> _INSTRUCTIONS TO FOLLOW_
Exactly repeat all the records below, omitting the images they hold.

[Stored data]
- - -
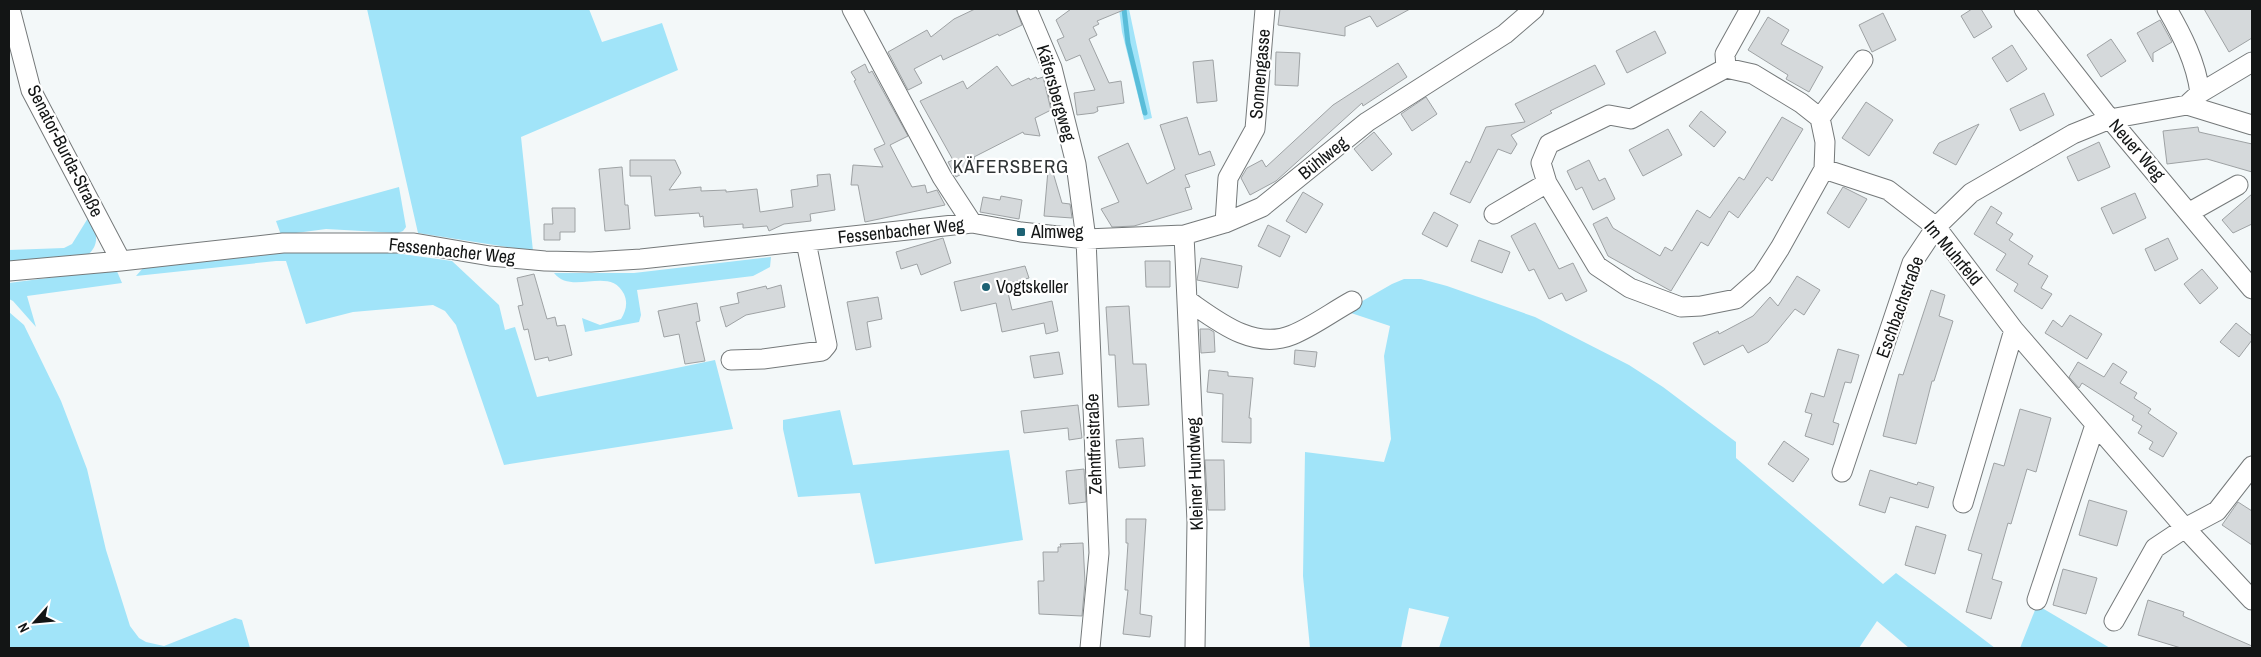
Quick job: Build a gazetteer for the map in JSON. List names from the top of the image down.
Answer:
{
  "streets": {
    "street": [
      "Sonnengasse",
      "Käfersbergweg",
      "Neuer Weg",
      "Senator-Burda-Straße",
      "Bühlweg",
      "Fessenbacher Weg",
      "Im Muhrfeld",
      "Eschbachstraße",
      "Zehntfreistraße",
      "Kleiner Hundweg"
    ]
  },
  "crossings": [
    ["Sonnengasse", "Bühlweg"],
    ["Käfersbergweg", "Bühlweg"],
    ["Käfersbergweg", "Fessenbacher Weg"],
    ["Käfersbergweg", "Zehntfreistraße"],
    ["Neuer Weg", "Eschbachstraße"],
    ["Senator-Burda-Straße", "Fessenbacher Weg"],
    ["Bühlweg", "Fessenbacher Weg"],
    ["Bühlweg", "Zehntfreistraße"],
    ["Bühlweg", "Kleiner Hundweg"],
    ["Fessenbacher Weg", "Zehntfreistraße"],
    ["Im Muhrfeld", "Eschbachstraße"]
  ],
  "districts": ["KÄFERSBERG"],
  "places": {
    "transit": ["Almweg"],
    "other": ["Vogtskeller"]
  },
  "north": "bottom left"
}
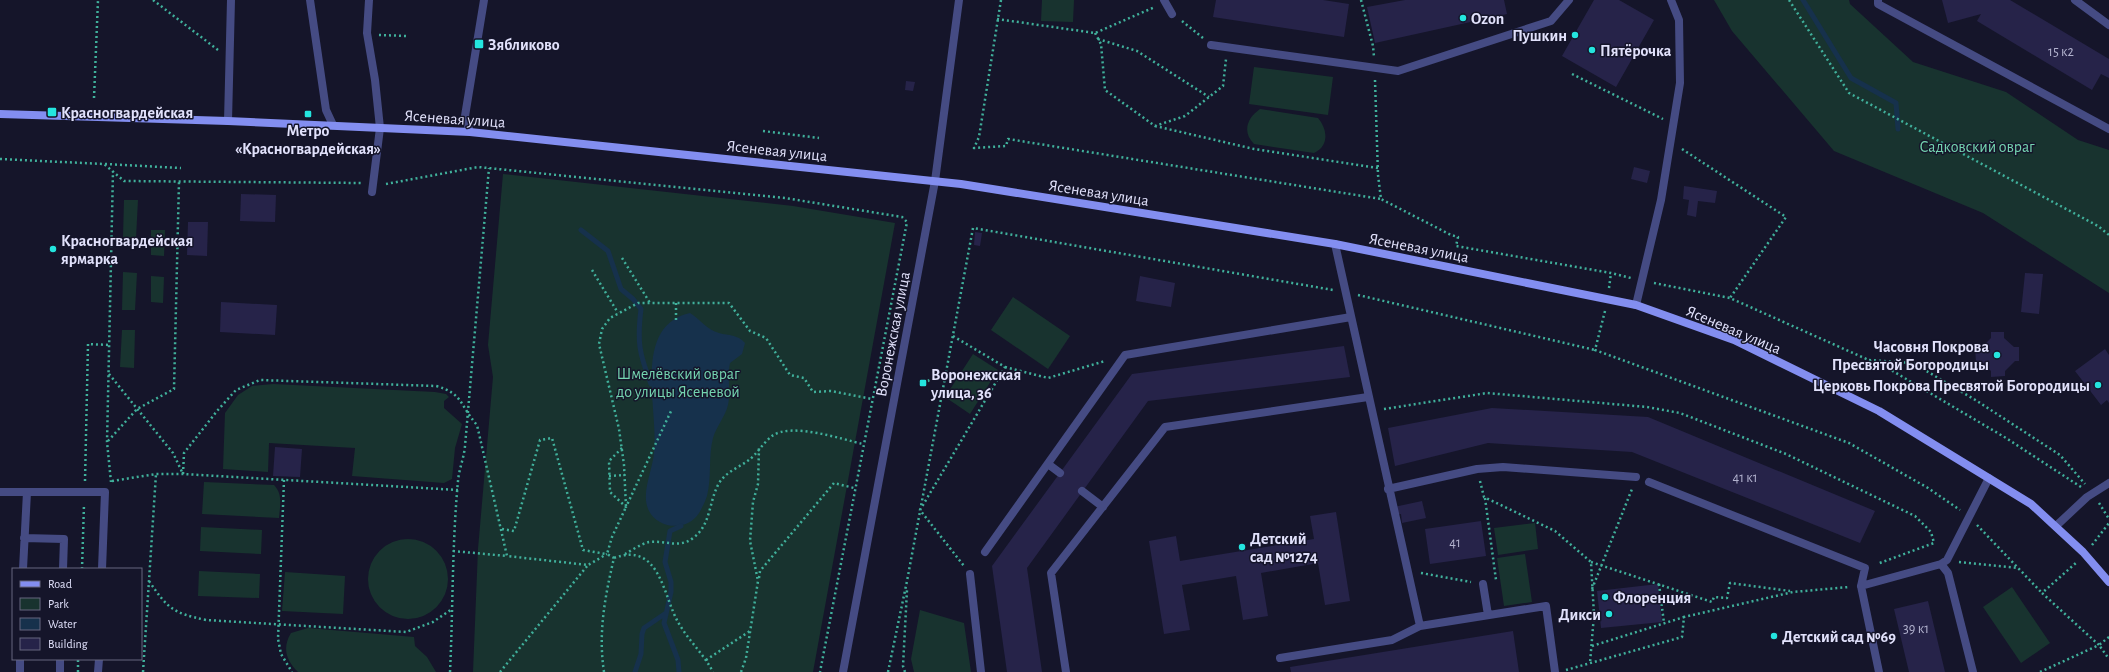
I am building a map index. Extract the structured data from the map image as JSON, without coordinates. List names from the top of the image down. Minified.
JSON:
- - -
> _TASK SOLUTION_
Quick job: Build a gazetteer for the map in JSON. List names from the top of the image down.
Answer:
{
  "streets": {
    "street": [
      "Sonnengasse",
      "Käfersbergweg",
      "Neuer Weg",
      "Senator-Burda-Straße",
      "Bühlweg",
      "Fessenbacher Weg",
      "Im Muhrfeld",
      "Eschbachstraße",
      "Zehntfreistraße",
      "Kleiner Hundweg"
    ]
  },
  "crossings": [
    ["Sonnengasse", "Bühlweg"],
    ["Käfersbergweg", "Bühlweg"],
    ["Käfersbergweg", "Fessenbacher Weg"],
    ["Käfersbergweg", "Zehntfreistraße"],
    ["Neuer Weg", "Eschbachstraße"],
    ["Senator-Burda-Straße", "Fessenbacher Weg"],
    ["Bühlweg", "Fessenbacher Weg"],
    ["Bühlweg", "Zehntfreistraße"],
    ["Bühlweg", "Kleiner Hundweg"],
    ["Fessenbacher Weg", "Zehntfreistraße"],
    ["Im Muhrfeld", "Eschbachstraße"]
  ],
  "districts": ["KÄFERSBERG"],
  "places": {
    "transit": ["Almweg"],
    "other": ["Vogtskeller"]
  },
  "north": "bottom left"
}
I am building a map index. Extract the structured data from the map image as JSON, without coordinates. List names from the top of the image down. Minified.
JSON:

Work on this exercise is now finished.